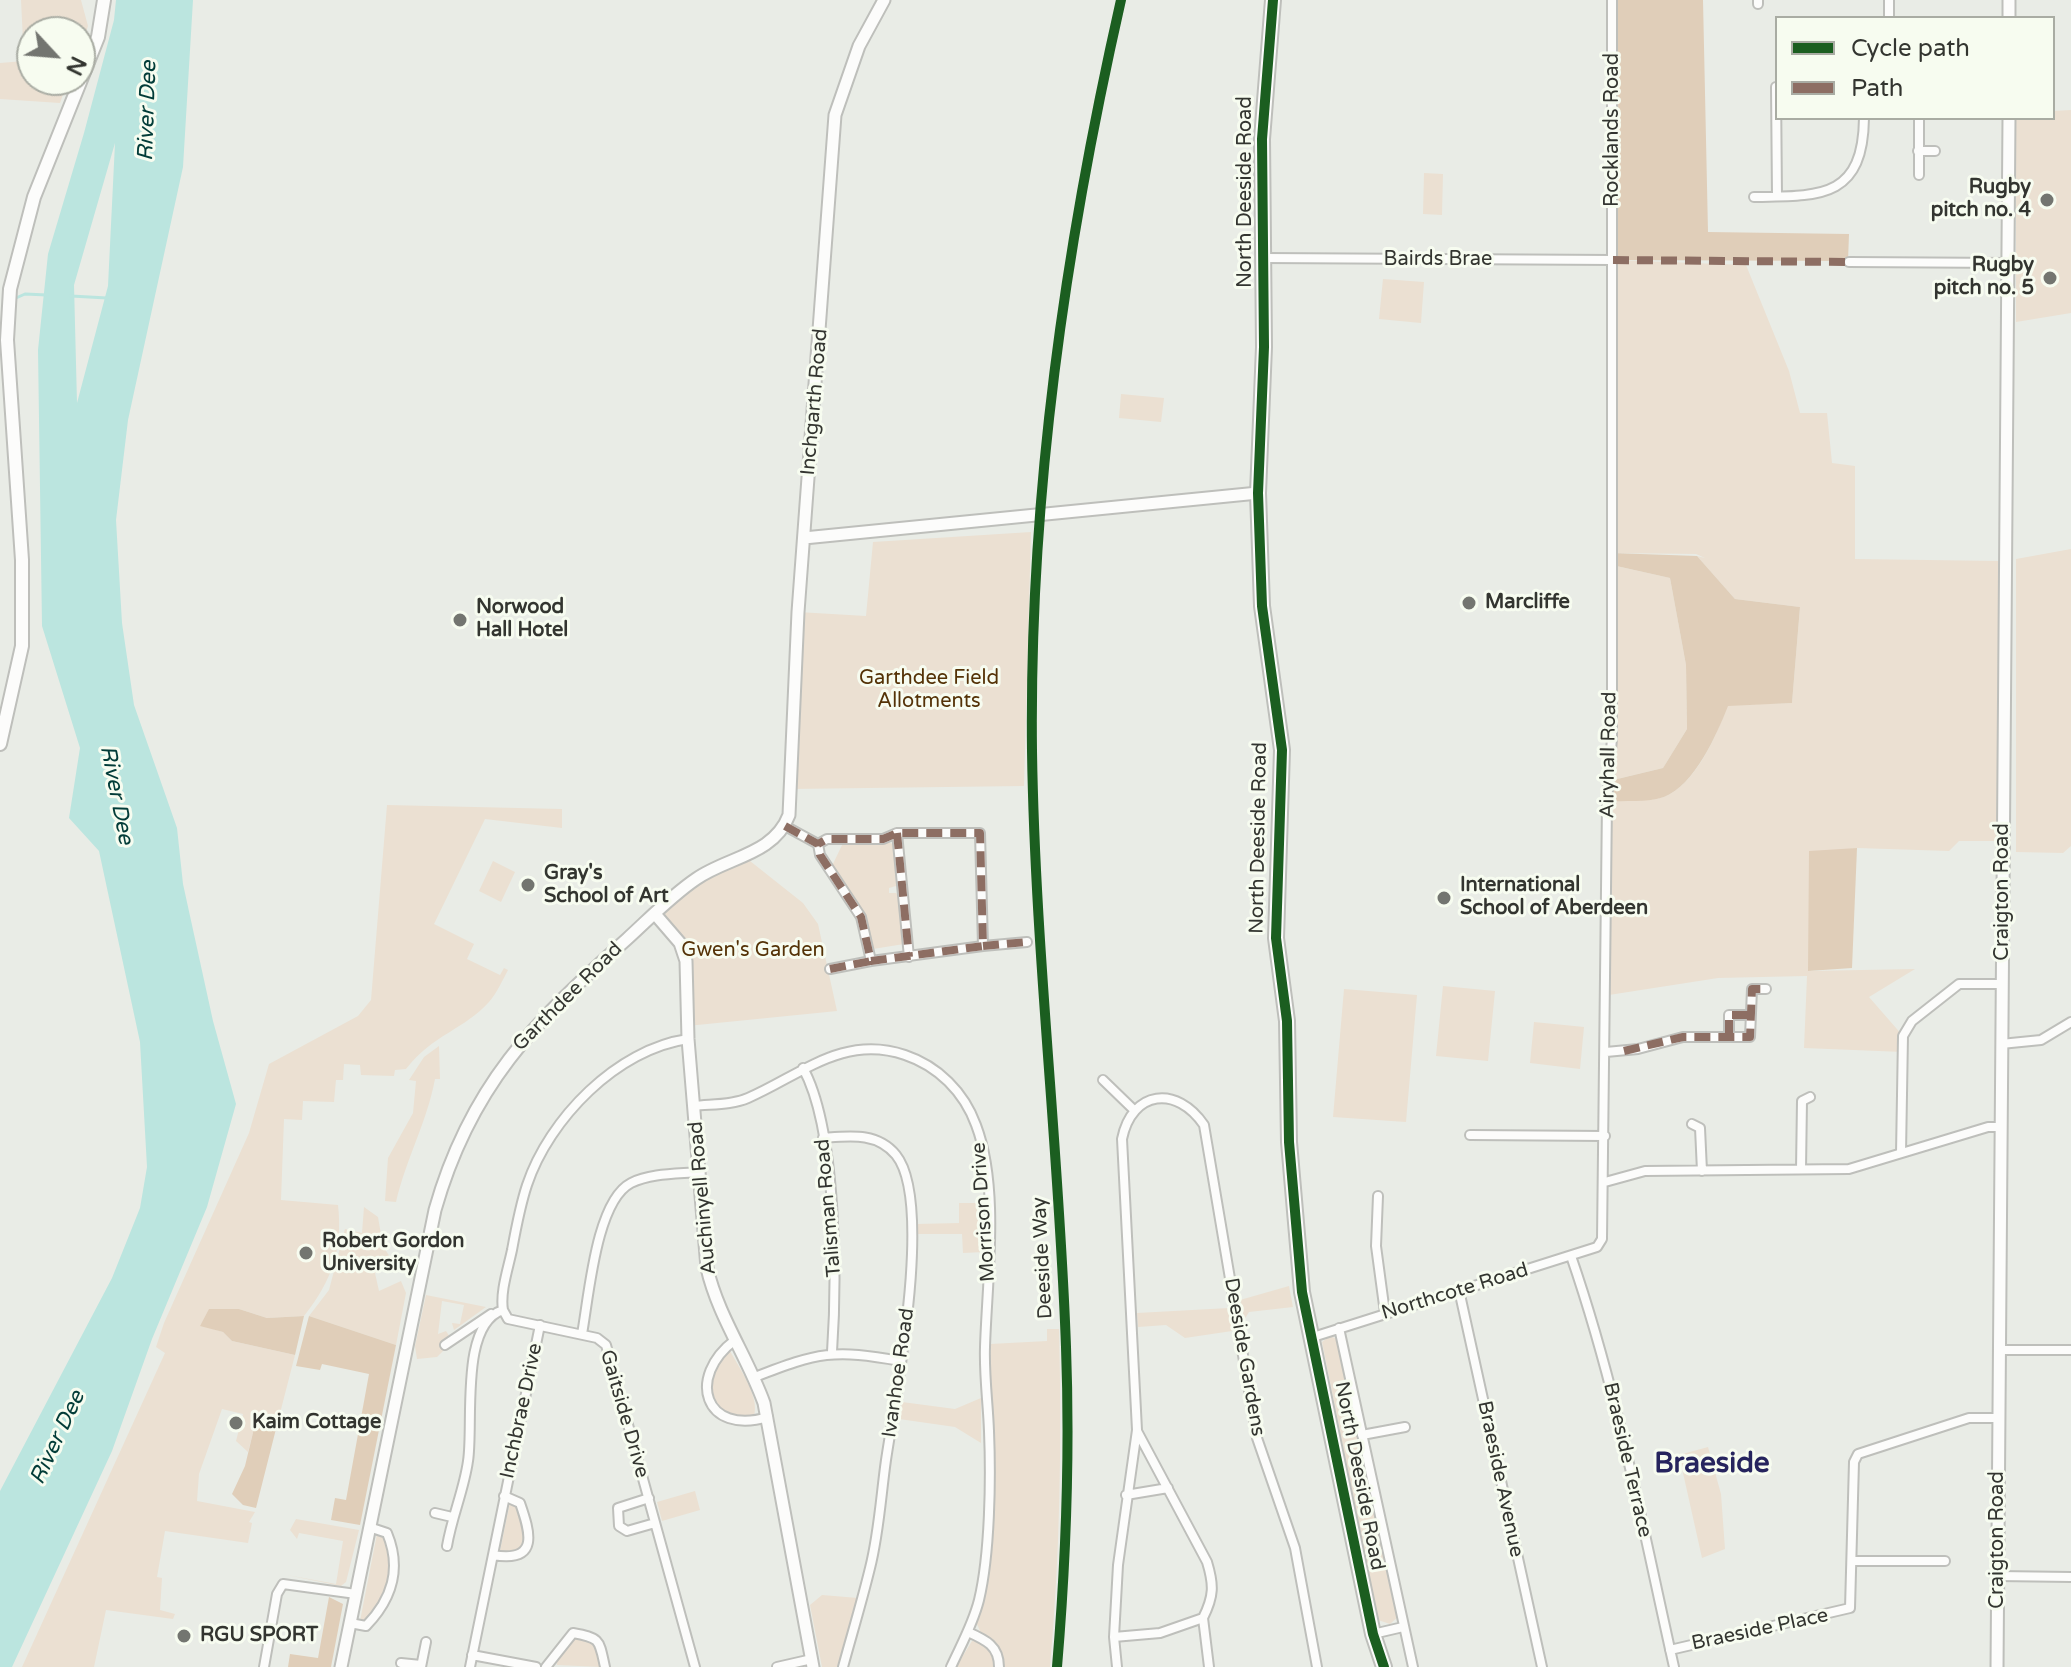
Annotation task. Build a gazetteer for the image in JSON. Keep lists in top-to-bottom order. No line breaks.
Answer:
{"streets":{"main road":["North Deeside Road"],"street":["Rocklands Road","Bairds Brae","Inchgarth Road","Airyhall Road","Craigton Road","Garthdee Road","Auchinyell Road","Talisman Road","Morrison Drive","Northcote Road","Deeside Gardens","Ivanhoe Road","Inchbrae Drive","Gaitside Drive","Braeside Terrace","Braeside Avenue","Braeside Place"],"cycle path":["Deeside Way"]},"crossings":[["Rocklands Road","Bairds Brae"],["Rocklands Road","Airyhall Road"],["North Deeside Road","Bairds Brae"],["North Deeside Road","Northcote Road"],["Bairds Brae","Airyhall Road"],["Inchgarth Road","Garthdee Road"],["Airyhall Road","Northcote Road"],["Craigton Road","Braeside Place"],["Garthdee Road","Auchinyell Road"],["Auchinyell Road","Morrison Drive"],["Talisman Road","Morrison Drive"],["Talisman Road","Ivanhoe Road"],["Northcote Road","Braeside Terrace"],["Northcote Road","Braeside Avenue"],["Inchbrae Drive","Gaitside Drive"],["Braeside Terrace","Braeside Place"]],"districts":["Braeside"],"water":["River Dee"],"parks":["Garthdee Field Allotments","Gwen's Garden"],"places":["Rugby pitch no. 4","Rugby pitch no. 5","Marcliffe","Norwood Hall Hotel","Gray's School of Art","International School of Aberdeen","Robert Gordon University","Kaim Cottage","RGU SPORT"],"legend":["Cycle path","Path"],"north":"bottom right"}
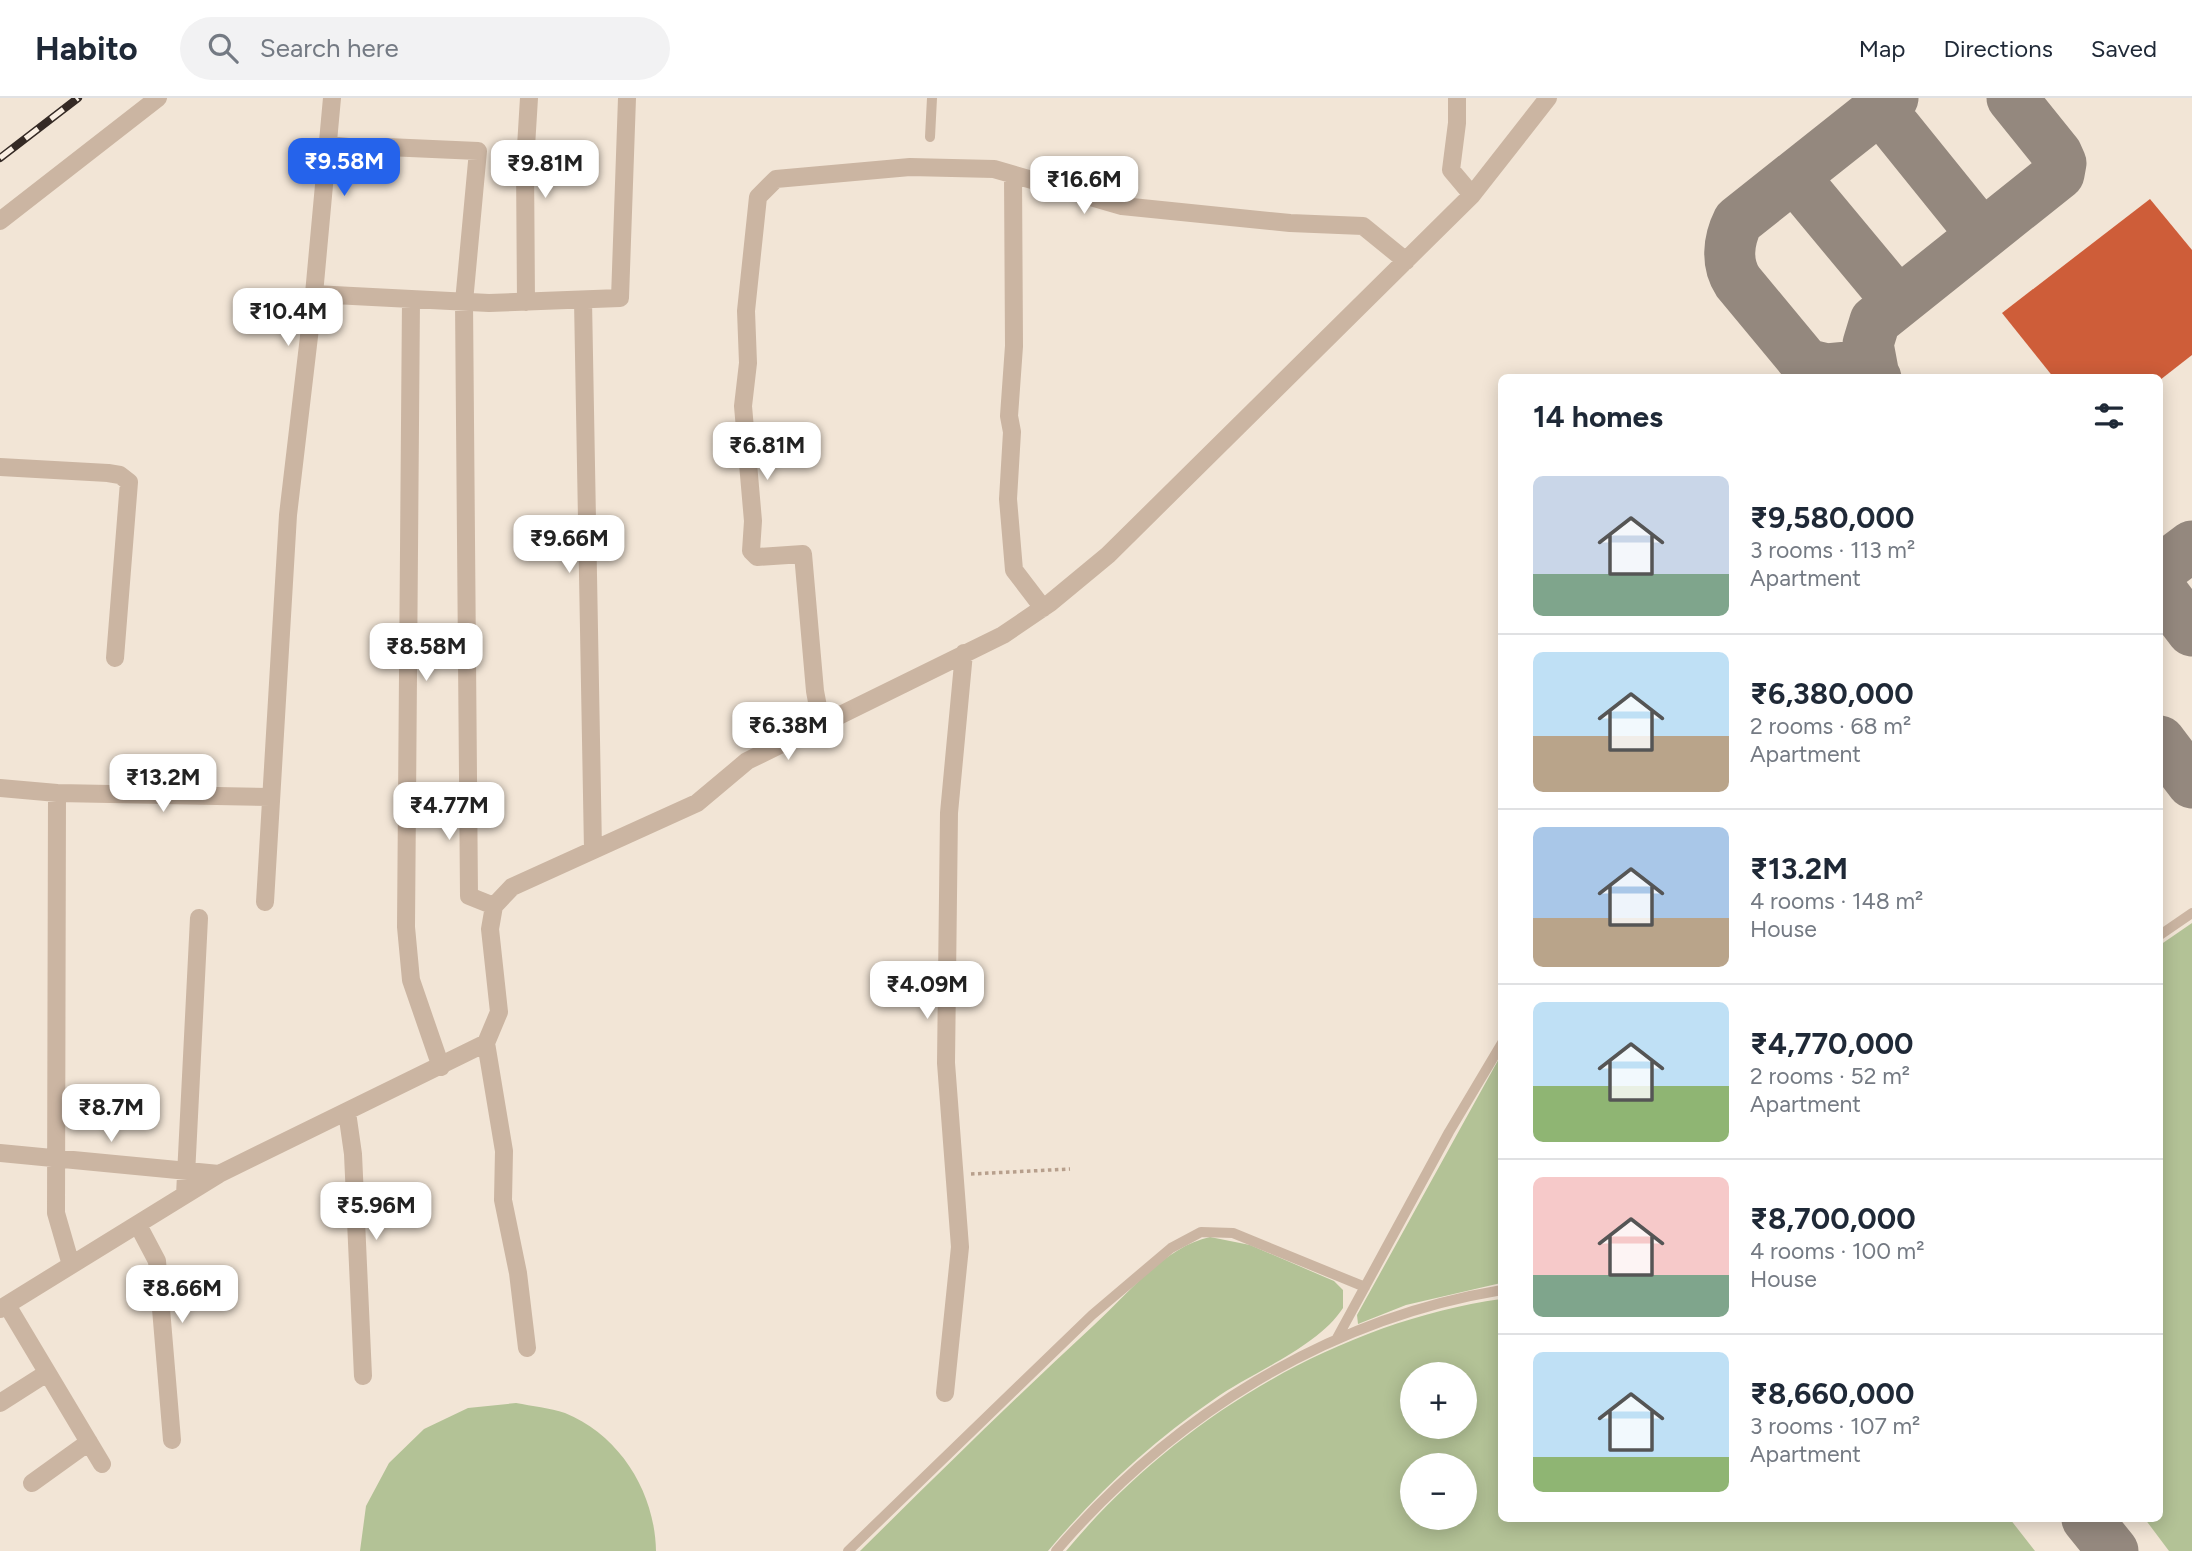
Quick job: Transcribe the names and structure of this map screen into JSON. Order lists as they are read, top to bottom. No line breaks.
{"page":{"header":"Habito","search":"Search here","nav":["Map","Directions","Saved"],"price":["₹9.58M","₹9.81M","₹16.6M","₹10.4M","₹6.81M","₹9.66M","₹8.58M","₹6.38M","₹13.2M","₹4.77M","₹4.09M","₹8.7M","₹5.96M","₹8.66M"],"heading":"14 homes","list":[{"name":"₹9,580,000","note":"3 rooms · 113 m² · Apartment"},{"name":"₹6,380,000","note":"2 rooms · 68 m² · Apartment"},{"name":"₹13.2M","note":"4 rooms · 148 m² · House"},{"name":"₹4,770,000","note":"2 rooms · 52 m² · Apartment"},{"name":"₹8,700,000","note":"4 rooms · 100 m² · House"},{"name":"₹8,660,000","note":"3 rooms · 107 m² · Apartment"}],"map_buttons":["+","−"]}}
================================
▸ Requirement: The listing above is to be written out again exactly, with its pictures omitted.

▸ Output of the task:
Annotation task. Build a gazetteer for the image in JSON. Keep lists in top-to-bottom order. No line breaks.
Answer:
{"streets":{"main road":["North Deeside Road"],"street":["Rocklands Road","Bairds Brae","Inchgarth Road","Airyhall Road","Craigton Road","Garthdee Road","Auchinyell Road","Talisman Road","Morrison Drive","Northcote Road","Deeside Gardens","Ivanhoe Road","Inchbrae Drive","Gaitside Drive","Braeside Terrace","Braeside Avenue","Braeside Place"],"cycle path":["Deeside Way"]},"crossings":[["Rocklands Road","Bairds Brae"],["Rocklands Road","Airyhall Road"],["North Deeside Road","Bairds Brae"],["North Deeside Road","Northcote Road"],["Bairds Brae","Airyhall Road"],["Inchgarth Road","Garthdee Road"],["Airyhall Road","Northcote Road"],["Craigton Road","Braeside Place"],["Garthdee Road","Auchinyell Road"],["Auchinyell Road","Morrison Drive"],["Talisman Road","Morrison Drive"],["Talisman Road","Ivanhoe Road"],["Northcote Road","Braeside Terrace"],["Northcote Road","Braeside Avenue"],["Inchbrae Drive","Gaitside Drive"],["Braeside Terrace","Braeside Place"]],"districts":["Braeside"],"water":["River Dee"],"parks":["Garthdee Field Allotments","Gwen's Garden"],"places":["Rugby pitch no. 4","Rugby pitch no. 5","Marcliffe","Norwood Hall Hotel","Gray's School of Art","International School of Aberdeen","Robert Gordon University","Kaim Cottage","RGU SPORT"],"legend":["Cycle path","Path"],"north":"bottom right"}
Quick job: Transcribe the names and structure of this map screen into JSON. Order lists as they are read, top to bottom. No line breaks.
{"page":{"header":"Habito","search":"Search here","nav":["Map","Directions","Saved"],"price":["₹9.58M","₹9.81M","₹16.6M","₹10.4M","₹6.81M","₹9.66M","₹8.58M","₹6.38M","₹13.2M","₹4.77M","₹4.09M","₹8.7M","₹5.96M","₹8.66M"],"heading":"14 homes","list":[{"name":"₹9,580,000","note":"3 rooms · 113 m² · Apartment"},{"name":"₹6,380,000","note":"2 rooms · 68 m² · Apartment"},{"name":"₹13.2M","note":"4 rooms · 148 m² · House"},{"name":"₹4,770,000","note":"2 rooms · 52 m² · Apartment"},{"name":"₹8,700,000","note":"4 rooms · 100 m² · House"},{"name":"₹8,660,000","note":"3 rooms · 107 m² · Apartment"}],"map_buttons":["+","−"]}}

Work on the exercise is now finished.